Aim of the task = Report each line of the data that has "Blackjack" somewhere in it.

[[ Provided data, beginning ]]

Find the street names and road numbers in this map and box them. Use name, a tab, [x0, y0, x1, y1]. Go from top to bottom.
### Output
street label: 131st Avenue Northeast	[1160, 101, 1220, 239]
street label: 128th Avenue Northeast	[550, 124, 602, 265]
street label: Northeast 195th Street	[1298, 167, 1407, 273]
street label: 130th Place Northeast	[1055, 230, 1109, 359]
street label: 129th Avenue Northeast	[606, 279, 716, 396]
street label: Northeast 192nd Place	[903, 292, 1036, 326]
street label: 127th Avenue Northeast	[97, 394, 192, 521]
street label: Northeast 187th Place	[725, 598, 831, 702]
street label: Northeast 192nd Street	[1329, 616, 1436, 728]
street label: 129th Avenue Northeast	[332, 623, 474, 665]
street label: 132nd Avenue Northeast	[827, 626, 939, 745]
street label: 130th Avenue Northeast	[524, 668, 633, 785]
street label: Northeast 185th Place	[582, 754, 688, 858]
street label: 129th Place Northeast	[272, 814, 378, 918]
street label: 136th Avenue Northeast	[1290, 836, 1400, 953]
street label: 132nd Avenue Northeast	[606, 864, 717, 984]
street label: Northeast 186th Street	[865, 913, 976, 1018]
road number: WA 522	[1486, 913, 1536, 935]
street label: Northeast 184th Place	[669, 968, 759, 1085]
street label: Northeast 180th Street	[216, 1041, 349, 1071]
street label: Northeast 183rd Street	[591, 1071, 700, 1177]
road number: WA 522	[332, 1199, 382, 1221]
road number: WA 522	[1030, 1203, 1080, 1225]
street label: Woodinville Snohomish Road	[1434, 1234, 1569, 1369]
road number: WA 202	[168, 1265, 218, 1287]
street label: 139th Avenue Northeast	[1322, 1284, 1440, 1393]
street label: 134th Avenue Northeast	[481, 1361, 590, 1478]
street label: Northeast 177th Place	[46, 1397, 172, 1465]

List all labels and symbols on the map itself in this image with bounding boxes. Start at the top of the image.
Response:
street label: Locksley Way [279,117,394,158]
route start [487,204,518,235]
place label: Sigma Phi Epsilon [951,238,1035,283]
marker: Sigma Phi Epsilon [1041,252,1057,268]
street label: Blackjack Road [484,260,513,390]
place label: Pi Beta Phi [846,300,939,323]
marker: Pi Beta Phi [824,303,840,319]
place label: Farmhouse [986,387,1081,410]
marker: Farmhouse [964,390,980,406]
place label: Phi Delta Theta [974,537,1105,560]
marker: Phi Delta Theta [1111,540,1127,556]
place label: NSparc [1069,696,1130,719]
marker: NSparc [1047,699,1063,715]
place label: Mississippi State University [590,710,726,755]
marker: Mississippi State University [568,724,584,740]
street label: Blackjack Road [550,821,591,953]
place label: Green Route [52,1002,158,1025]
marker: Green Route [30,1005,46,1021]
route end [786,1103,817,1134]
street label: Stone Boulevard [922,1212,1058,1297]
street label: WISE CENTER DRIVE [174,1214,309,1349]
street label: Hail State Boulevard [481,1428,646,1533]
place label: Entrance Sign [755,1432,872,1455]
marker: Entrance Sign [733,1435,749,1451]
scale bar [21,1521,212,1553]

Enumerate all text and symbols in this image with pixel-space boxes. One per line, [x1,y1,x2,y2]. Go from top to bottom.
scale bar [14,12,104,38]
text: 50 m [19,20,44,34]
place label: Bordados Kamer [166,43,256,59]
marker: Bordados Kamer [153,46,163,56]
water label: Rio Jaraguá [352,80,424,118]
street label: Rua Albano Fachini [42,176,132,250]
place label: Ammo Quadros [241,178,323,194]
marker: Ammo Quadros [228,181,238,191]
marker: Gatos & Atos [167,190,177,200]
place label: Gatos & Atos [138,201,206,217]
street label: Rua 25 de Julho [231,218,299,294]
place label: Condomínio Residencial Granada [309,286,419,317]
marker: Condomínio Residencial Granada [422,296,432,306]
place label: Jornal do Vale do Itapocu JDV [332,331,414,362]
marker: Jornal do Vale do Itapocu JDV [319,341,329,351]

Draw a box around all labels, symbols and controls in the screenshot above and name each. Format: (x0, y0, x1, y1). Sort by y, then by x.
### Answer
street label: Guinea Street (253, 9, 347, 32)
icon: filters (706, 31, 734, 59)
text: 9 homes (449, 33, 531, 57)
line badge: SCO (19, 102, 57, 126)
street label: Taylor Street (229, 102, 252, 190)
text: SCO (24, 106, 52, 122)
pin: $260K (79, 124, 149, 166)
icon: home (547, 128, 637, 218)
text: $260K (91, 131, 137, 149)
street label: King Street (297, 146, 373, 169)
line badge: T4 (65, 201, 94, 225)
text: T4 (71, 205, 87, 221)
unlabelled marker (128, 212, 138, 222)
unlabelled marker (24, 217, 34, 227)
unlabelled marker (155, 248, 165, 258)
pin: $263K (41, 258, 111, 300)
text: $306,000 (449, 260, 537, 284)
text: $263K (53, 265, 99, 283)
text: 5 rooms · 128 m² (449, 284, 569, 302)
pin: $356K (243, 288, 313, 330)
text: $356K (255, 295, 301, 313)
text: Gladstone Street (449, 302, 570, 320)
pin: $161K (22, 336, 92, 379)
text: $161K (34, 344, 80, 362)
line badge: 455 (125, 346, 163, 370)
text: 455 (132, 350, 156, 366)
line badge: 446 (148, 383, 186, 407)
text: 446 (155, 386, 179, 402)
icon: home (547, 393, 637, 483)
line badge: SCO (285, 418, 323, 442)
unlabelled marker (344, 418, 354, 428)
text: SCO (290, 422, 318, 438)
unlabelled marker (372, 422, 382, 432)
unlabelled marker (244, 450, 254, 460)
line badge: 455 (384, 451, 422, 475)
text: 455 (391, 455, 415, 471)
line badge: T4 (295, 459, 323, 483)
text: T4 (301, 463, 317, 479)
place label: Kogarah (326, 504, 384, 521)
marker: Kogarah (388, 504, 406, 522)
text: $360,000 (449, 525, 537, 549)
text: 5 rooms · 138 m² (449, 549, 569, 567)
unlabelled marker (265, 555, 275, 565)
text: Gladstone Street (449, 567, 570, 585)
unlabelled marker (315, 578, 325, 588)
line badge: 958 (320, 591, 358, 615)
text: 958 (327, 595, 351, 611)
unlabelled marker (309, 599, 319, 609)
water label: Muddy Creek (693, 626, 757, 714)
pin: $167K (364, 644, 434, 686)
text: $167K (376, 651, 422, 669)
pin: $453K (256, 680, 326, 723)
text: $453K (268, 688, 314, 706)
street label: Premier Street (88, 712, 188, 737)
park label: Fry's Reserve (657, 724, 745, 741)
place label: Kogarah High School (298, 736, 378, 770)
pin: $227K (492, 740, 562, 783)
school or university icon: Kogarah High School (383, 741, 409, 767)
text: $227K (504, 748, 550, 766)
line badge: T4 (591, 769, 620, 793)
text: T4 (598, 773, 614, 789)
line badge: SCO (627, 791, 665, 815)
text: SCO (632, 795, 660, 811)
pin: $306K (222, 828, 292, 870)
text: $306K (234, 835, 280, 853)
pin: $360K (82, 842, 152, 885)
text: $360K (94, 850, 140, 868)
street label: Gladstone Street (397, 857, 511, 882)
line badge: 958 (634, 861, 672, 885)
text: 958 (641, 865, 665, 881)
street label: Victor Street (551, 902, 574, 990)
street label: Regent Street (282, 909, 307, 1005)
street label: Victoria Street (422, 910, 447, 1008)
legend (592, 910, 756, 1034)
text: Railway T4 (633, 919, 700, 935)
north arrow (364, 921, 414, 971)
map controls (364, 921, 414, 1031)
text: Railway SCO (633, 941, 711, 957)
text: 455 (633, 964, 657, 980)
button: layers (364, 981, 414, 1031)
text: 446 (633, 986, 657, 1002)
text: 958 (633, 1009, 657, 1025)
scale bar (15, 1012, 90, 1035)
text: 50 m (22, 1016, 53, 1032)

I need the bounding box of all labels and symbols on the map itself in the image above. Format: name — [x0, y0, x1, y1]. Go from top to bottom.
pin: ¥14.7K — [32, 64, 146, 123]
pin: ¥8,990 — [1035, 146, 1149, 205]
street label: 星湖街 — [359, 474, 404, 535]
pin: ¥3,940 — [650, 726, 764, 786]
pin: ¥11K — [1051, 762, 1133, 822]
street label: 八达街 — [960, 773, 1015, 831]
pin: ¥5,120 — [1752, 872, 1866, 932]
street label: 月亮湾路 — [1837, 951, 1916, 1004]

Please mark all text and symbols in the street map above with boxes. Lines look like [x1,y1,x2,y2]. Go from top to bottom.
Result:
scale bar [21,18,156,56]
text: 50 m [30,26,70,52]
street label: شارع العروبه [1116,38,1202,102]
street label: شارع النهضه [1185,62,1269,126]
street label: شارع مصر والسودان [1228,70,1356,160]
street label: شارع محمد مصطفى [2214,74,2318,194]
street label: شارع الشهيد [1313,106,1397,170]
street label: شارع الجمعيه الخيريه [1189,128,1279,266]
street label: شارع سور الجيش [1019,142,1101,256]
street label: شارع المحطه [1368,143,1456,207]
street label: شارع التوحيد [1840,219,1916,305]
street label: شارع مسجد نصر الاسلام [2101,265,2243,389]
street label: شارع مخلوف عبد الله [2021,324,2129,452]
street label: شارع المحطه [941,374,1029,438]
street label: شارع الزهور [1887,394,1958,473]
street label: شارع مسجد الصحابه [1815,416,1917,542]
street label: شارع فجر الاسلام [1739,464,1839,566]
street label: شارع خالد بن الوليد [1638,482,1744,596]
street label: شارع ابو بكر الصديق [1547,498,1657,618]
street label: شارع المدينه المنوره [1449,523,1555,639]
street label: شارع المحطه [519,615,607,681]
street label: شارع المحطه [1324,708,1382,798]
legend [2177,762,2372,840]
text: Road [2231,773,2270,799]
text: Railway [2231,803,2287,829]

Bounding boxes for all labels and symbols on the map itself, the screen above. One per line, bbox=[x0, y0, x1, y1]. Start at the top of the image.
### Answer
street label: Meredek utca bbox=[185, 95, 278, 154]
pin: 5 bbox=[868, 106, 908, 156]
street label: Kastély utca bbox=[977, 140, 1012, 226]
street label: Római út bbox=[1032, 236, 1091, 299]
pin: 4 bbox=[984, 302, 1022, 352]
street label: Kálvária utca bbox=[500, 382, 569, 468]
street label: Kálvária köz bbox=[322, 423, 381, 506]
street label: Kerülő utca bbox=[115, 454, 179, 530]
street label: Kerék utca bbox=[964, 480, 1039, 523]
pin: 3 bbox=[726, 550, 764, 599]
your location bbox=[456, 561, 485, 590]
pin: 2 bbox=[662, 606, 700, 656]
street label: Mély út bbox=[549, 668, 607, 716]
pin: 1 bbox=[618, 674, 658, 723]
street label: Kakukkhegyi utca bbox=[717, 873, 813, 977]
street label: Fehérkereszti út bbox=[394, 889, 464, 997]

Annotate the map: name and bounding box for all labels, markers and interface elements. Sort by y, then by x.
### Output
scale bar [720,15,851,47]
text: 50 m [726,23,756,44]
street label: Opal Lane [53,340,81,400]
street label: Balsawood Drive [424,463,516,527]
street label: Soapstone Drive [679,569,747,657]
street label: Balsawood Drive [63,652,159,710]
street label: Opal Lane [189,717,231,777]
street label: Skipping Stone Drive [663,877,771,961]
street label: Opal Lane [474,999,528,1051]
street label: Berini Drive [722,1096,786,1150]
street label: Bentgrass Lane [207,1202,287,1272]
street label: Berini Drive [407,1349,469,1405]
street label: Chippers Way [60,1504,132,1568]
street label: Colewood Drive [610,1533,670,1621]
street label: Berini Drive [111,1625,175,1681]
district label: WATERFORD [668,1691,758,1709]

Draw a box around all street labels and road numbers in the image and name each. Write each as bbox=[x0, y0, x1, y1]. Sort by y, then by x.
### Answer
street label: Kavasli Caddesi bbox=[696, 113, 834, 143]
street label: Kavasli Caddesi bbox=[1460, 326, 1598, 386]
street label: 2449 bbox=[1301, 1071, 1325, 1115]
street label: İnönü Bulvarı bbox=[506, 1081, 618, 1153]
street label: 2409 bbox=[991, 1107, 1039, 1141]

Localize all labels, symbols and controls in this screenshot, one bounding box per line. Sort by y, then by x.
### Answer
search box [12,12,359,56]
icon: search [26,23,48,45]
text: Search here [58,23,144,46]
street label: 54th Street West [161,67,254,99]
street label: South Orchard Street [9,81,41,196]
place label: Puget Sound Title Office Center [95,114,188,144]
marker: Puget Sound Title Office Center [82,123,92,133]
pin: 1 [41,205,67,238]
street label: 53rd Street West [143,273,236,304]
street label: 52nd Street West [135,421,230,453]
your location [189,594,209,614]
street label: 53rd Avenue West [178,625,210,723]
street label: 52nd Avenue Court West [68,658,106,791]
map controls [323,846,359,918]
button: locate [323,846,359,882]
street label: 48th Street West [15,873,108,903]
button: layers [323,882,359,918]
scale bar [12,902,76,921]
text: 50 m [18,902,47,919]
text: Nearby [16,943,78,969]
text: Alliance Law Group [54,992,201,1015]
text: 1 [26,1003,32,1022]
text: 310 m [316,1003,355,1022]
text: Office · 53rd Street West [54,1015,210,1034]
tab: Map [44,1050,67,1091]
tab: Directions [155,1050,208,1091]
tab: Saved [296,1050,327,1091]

[[ Provided data, end ]]

Problem solution =
street label: Blackjack Road [484,260,513,390]
street label: Blackjack Road [550,821,591,953]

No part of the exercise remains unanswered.